**WHAT TO WORK ON:** Begin with the line containing "Detect all labels, markers" and end with the last line of the data below; return those lines exactly, and only those.

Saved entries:
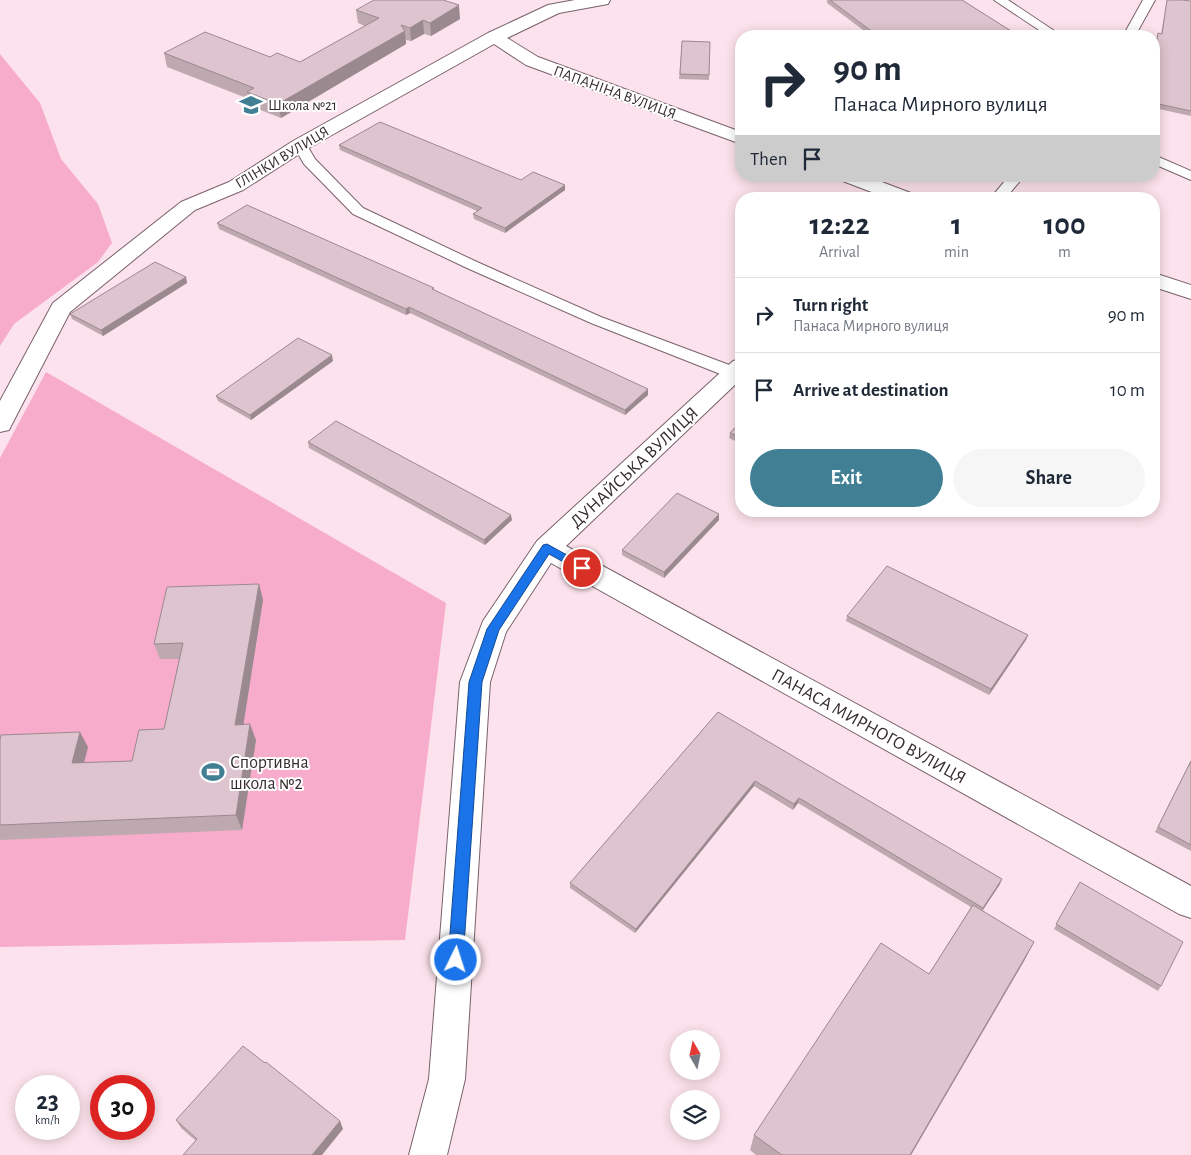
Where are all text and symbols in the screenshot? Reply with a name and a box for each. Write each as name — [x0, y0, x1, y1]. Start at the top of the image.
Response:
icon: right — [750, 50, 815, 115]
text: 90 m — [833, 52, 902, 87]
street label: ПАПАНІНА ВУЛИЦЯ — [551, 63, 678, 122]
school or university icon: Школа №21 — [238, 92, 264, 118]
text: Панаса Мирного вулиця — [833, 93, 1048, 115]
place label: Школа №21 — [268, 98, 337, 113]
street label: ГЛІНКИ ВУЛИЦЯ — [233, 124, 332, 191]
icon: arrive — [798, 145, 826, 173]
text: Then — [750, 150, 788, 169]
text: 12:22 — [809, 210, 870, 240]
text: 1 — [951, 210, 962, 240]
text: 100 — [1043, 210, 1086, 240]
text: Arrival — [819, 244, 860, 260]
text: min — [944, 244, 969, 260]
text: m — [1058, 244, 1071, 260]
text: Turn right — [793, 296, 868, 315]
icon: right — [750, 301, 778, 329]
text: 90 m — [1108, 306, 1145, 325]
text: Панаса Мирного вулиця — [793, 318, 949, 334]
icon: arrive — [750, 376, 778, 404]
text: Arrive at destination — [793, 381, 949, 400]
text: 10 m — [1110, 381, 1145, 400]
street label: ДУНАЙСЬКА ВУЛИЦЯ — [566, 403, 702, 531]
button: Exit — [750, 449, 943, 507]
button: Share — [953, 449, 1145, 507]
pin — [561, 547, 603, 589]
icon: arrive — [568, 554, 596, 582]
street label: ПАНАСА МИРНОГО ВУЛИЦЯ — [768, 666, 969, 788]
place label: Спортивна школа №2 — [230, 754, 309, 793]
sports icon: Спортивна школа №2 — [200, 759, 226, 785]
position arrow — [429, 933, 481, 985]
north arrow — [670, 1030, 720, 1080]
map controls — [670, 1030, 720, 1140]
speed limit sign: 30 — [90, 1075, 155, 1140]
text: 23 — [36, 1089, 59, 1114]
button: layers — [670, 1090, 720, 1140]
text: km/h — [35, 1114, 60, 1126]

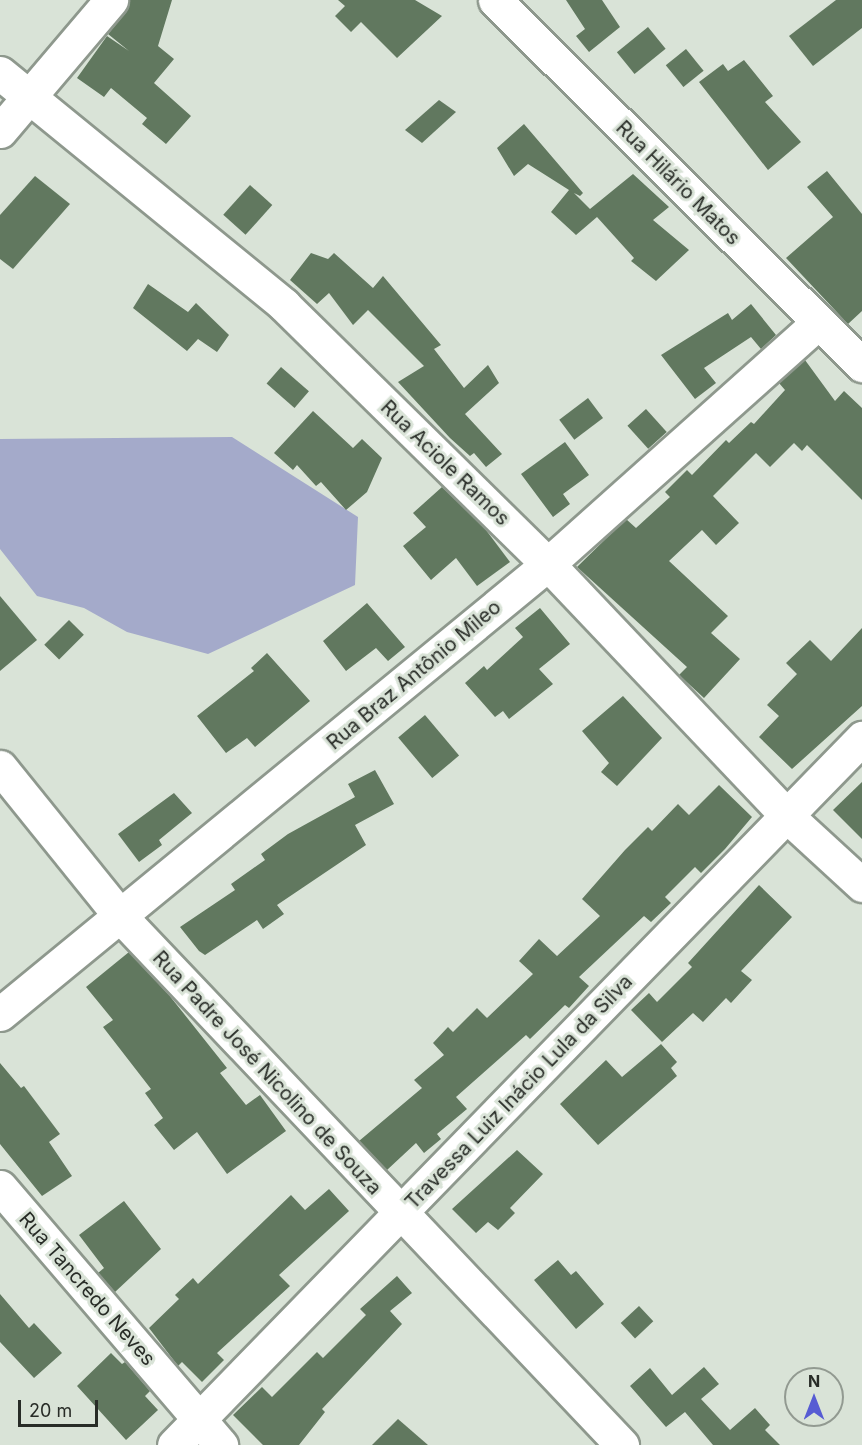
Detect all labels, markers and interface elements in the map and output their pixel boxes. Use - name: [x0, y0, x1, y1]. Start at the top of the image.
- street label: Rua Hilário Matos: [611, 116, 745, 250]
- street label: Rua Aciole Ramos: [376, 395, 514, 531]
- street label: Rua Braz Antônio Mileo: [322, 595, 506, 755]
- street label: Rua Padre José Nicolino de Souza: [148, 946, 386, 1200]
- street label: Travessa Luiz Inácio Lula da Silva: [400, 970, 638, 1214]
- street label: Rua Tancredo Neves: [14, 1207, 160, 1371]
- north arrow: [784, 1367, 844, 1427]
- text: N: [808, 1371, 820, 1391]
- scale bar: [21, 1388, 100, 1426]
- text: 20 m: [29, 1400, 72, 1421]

**RESPONSE BELOW:**
Detect all labels, markers and interface elements in the map and output their pixel boxes. Use - name: [x0, y0, x1, y1]. Start at the top of the image.
- street label: Rua Hilário Matos: [611, 116, 745, 250]
- street label: Rua Aciole Ramos: [376, 395, 514, 531]
- street label: Rua Braz Antônio Mileo: [322, 595, 506, 755]
- street label: Rua Padre José Nicolino de Souza: [148, 946, 386, 1200]
- street label: Travessa Luiz Inácio Lula da Silva: [400, 970, 638, 1214]
- street label: Rua Tancredo Neves: [14, 1207, 160, 1371]
- north arrow: [784, 1367, 844, 1427]
- text: N: [808, 1371, 820, 1391]
- scale bar: [21, 1388, 100, 1426]
- text: 20 m: [29, 1400, 72, 1421]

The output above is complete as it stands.